London: Liz Truss has resigned as U.K. prime minister after less than two months in the job, with a rapid-fire contest now underway to replace her as Conservative Party leader.

In a short but dramatic televised statement outside No. 10 Downing Street Thursday, Truss said she could no longer "deliver the mandate on which I was elected" and would step down as PM as soon as a new leader is chosen.

She said a truncated contest will now be held to pick her successor, with a new British PM due to be installed "within a week." It leaves Truss with the unwanted tag of Britain's shortest-serving prime minister.

"I recognise … I cannot deliver the mandate on which I was elected by the Conservative Party," she said in her statement. "I have therefore spoken to his majesty the king, to notify him that I am resigning as leader of the Conservative Party."

Keys figures including Graham Brady, chairman of the 1922 Committee — which oversees Conservative Party rules and represents its backbenchers — held crisis with Truss in Downing Street Thursday morning after a series of calamities befell her 44-day-old premiership.
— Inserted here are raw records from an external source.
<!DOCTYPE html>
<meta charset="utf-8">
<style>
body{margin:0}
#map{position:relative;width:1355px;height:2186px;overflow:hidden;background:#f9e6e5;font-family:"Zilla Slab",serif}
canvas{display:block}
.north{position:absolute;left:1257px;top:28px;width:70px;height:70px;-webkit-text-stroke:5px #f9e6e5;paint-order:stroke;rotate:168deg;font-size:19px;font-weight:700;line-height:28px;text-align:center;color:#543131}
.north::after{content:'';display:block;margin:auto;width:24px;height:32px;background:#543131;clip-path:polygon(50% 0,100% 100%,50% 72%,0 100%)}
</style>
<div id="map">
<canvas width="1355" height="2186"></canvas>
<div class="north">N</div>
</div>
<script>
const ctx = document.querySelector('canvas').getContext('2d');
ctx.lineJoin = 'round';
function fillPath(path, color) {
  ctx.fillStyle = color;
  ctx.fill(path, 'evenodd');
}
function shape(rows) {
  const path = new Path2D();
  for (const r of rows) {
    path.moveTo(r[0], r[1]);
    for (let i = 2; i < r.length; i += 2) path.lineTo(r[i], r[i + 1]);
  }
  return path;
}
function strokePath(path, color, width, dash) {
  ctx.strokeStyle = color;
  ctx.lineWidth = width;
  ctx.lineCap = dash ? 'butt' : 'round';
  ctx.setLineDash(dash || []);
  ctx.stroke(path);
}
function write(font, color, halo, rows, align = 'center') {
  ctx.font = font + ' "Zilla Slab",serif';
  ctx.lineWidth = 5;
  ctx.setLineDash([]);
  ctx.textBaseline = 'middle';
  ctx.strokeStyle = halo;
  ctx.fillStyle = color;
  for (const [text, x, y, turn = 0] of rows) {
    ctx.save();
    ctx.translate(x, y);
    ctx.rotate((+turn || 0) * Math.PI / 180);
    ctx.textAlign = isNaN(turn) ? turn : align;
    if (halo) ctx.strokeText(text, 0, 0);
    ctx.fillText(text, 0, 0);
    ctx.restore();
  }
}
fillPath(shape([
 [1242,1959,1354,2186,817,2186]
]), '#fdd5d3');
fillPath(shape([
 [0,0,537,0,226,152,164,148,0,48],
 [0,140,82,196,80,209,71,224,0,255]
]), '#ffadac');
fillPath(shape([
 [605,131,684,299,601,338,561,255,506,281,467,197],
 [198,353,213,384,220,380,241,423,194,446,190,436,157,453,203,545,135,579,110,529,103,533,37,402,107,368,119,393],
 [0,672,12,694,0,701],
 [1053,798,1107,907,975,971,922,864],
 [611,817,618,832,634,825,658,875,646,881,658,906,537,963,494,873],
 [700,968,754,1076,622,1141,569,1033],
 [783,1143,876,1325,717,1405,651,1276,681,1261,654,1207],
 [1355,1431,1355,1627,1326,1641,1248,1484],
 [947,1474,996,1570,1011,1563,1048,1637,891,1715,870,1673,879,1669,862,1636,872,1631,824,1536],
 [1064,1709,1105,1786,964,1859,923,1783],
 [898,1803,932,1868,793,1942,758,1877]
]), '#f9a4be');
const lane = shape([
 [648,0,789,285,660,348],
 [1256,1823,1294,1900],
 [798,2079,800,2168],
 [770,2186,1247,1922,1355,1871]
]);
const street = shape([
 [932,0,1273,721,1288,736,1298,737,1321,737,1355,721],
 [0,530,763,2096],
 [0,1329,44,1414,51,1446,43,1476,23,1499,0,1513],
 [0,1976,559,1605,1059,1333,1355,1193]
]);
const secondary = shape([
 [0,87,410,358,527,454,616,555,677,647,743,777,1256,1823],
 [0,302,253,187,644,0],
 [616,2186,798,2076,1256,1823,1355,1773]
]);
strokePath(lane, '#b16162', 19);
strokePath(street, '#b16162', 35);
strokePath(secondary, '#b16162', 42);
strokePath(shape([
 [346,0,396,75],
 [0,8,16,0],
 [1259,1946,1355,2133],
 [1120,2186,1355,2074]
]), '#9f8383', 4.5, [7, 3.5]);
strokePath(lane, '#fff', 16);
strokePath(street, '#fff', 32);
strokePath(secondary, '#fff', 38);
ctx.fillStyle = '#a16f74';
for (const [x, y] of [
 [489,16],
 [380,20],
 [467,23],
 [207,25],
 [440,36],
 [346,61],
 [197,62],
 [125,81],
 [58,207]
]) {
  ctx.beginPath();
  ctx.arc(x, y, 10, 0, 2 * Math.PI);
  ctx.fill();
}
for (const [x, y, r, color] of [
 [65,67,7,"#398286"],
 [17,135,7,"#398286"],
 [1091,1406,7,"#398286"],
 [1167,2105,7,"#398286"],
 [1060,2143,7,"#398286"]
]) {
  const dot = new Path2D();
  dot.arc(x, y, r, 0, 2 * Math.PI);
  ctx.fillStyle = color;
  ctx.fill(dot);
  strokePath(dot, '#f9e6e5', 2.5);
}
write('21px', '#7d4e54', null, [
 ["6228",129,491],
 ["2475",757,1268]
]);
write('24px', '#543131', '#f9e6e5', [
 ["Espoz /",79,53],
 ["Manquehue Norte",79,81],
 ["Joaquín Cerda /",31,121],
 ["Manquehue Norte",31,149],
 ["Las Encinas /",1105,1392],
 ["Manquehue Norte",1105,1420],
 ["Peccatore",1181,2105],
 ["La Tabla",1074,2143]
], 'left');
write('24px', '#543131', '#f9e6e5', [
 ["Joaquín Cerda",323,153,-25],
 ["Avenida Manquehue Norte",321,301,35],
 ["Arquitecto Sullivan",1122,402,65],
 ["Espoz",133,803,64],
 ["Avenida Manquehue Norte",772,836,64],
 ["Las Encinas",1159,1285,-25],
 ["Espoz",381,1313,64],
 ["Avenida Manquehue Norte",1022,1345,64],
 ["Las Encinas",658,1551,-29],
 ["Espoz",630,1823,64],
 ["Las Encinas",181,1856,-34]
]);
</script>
She has faced weeks of chaos after unveiling a radical economic plan of unfunded tax cuts on September 23 which spooked financial markets, sent U.K. borrowing costs soaring and collapsed her party's poll ratings to a record low.

Truss attempted to steady her faltering administration last week by sacking her friend and chancellor, Kwasi Kwarteng, and replacing him with a center-ground choice, her former leadership rival Jeremy Hunt. Hunt immediately junked her entire economic program in an effort to calm the markets and bring down Britain's borrowing costs.

But there were further disasters Wednesday as her pick for home secretary, Suella Braverman, was forced to resign and fired a fresh broadside at the PM's appraoch.

There were subsequently scenes of chaos in the House of Commons Wednesday night as party enforcers struggled to marshal Tory MPs in a crucial vote, prompting a fresh round of Conservative lawmakers to go public with their demands for Truss to leave office.